TASK REQUIREMENTS -
Verbatim repeat, images excluded. Give each entry again as written.

SOURCE MATERIAL -
━━━
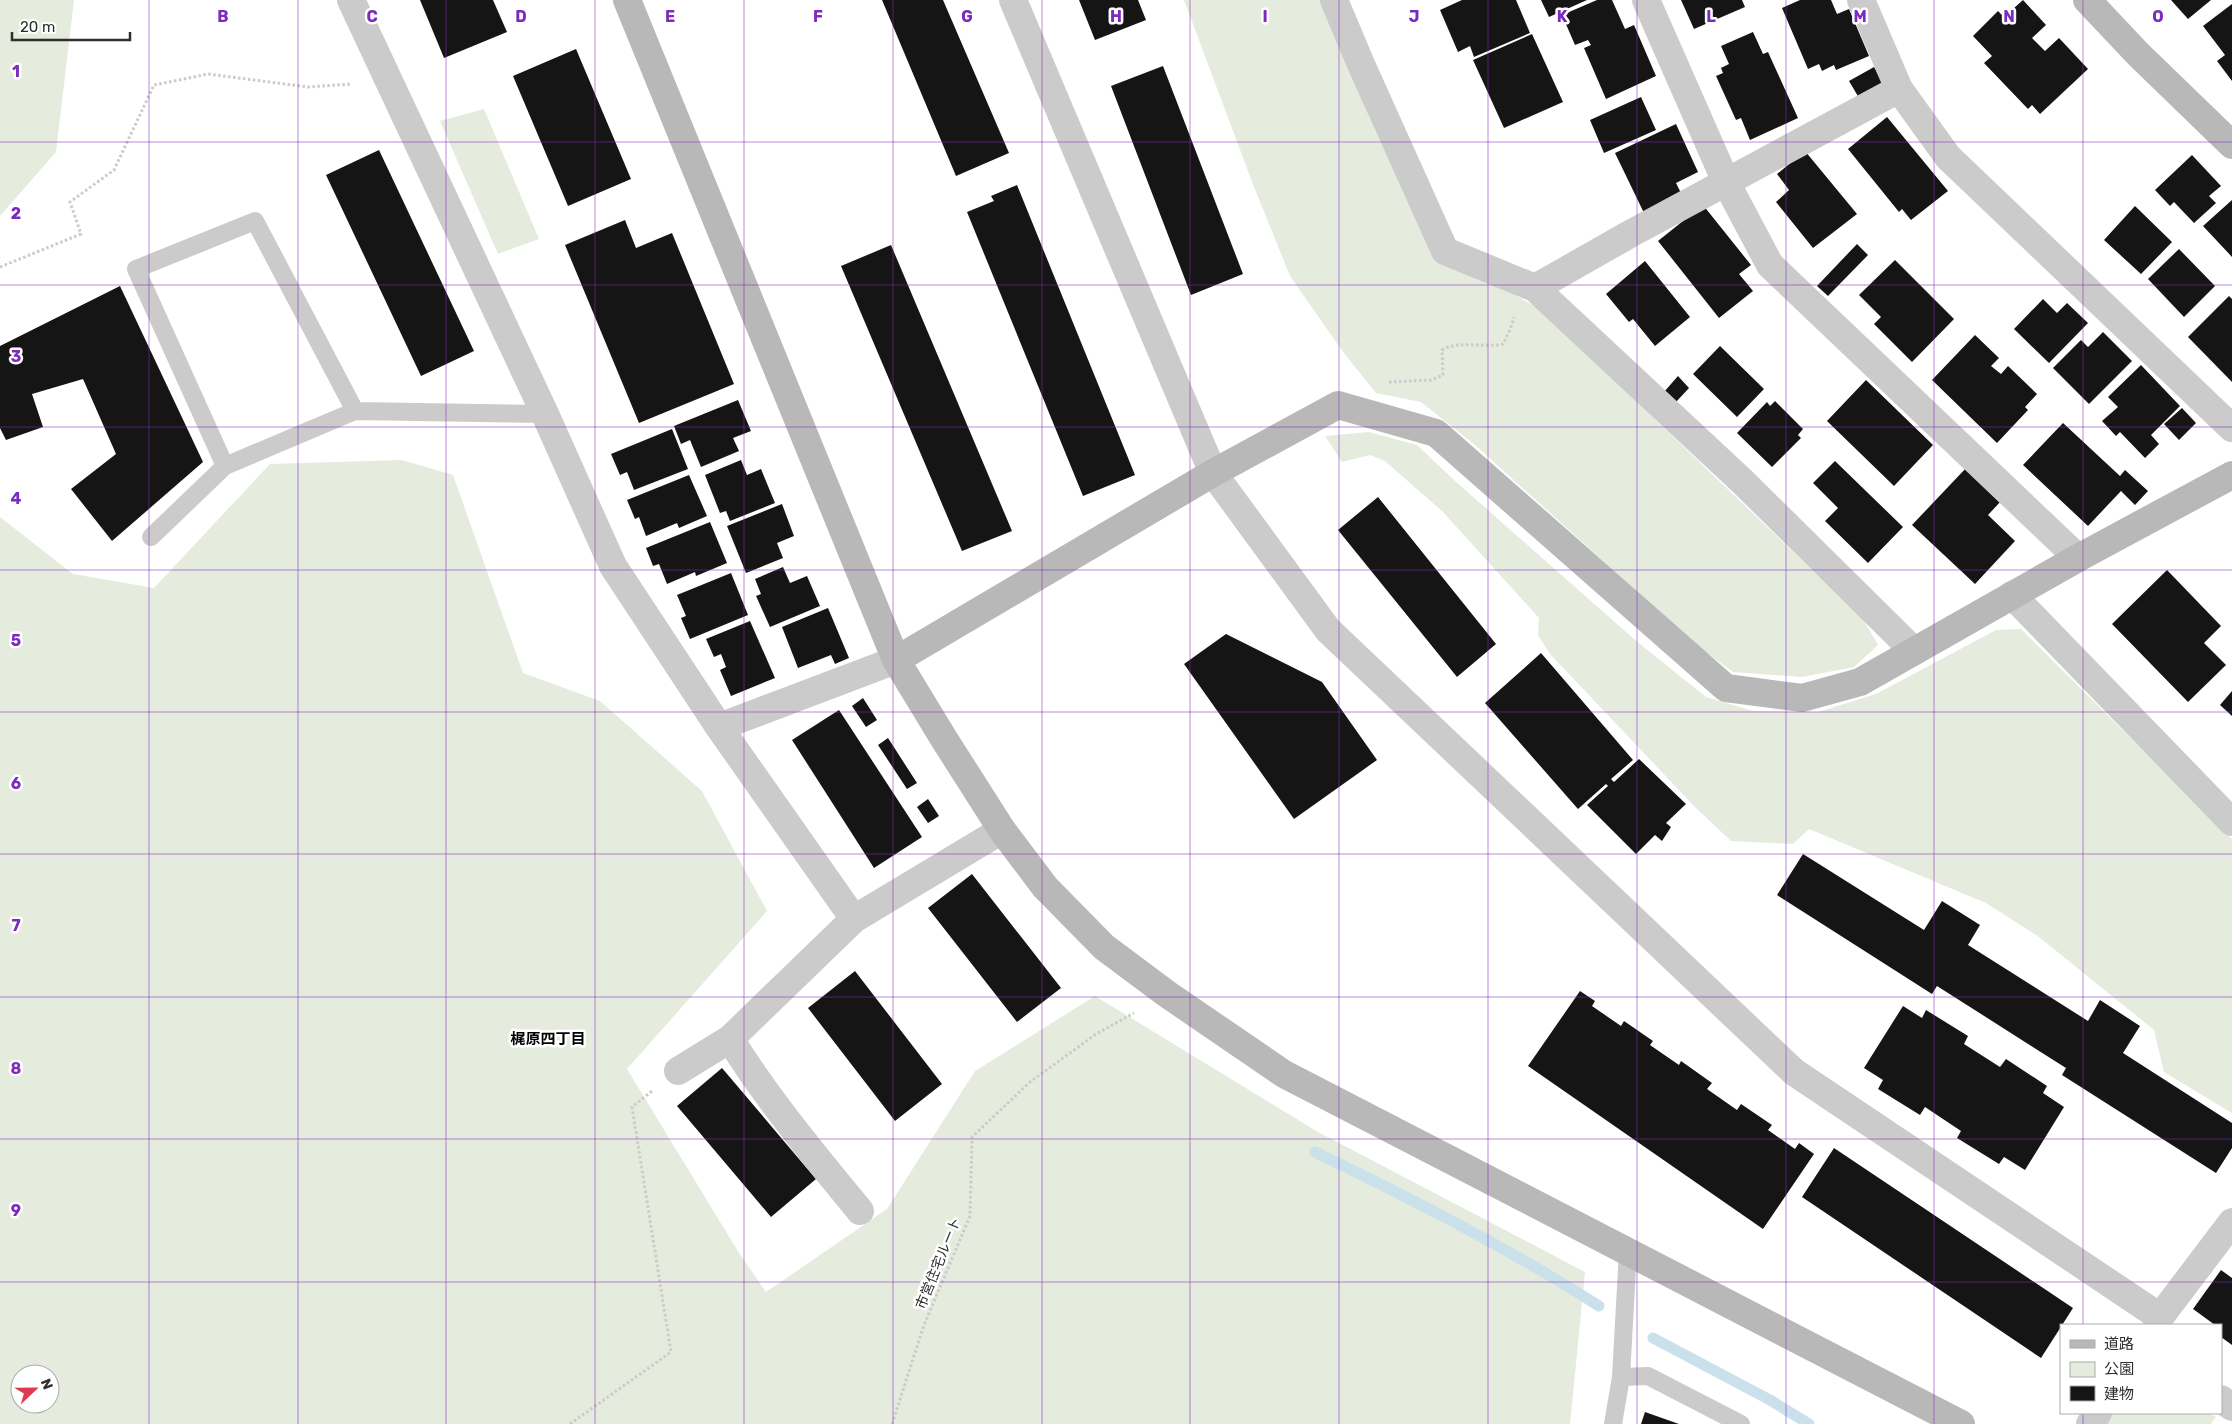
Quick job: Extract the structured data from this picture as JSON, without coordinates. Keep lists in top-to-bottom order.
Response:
{
  "streets": {
    "path": ["市営住宅ルート"]
  },
  "districts": ["梶原四丁目"],
  "legend": ["道路", "公園", "建物"],
  "scale_bar": "20 m",
  "north": "right",
  "grid": {
    "columns": [
      "B",
      "C",
      "D",
      "E",
      "F",
      "G",
      "H",
      "I",
      "J",
      "K",
      "L",
      "M",
      "N",
      "O"
    ],
    "rows": [
      "1",
      "2",
      "3",
      "4",
      "5",
      "6",
      "7",
      "8",
      "9"
    ]
  }
}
━━━
FINISHED EXERCISE -
Quick job: Extract the structured data from this picture as JSON, without coordinates. Keep lists in top-to-bottom order.
Response:
{
  "streets": {
    "path": ["市営住宅ルート"]
  },
  "districts": ["梶原四丁目"],
  "legend": ["道路", "公園", "建物"],
  "scale_bar": "20 m",
  "north": "right",
  "grid": {
    "columns": [
      "B",
      "C",
      "D",
      "E",
      "F",
      "G",
      "H",
      "I",
      "J",
      "K",
      "L",
      "M",
      "N",
      "O"
    ],
    "rows": [
      "1",
      "2",
      "3",
      "4",
      "5",
      "6",
      "7",
      "8",
      "9"
    ]
  }
}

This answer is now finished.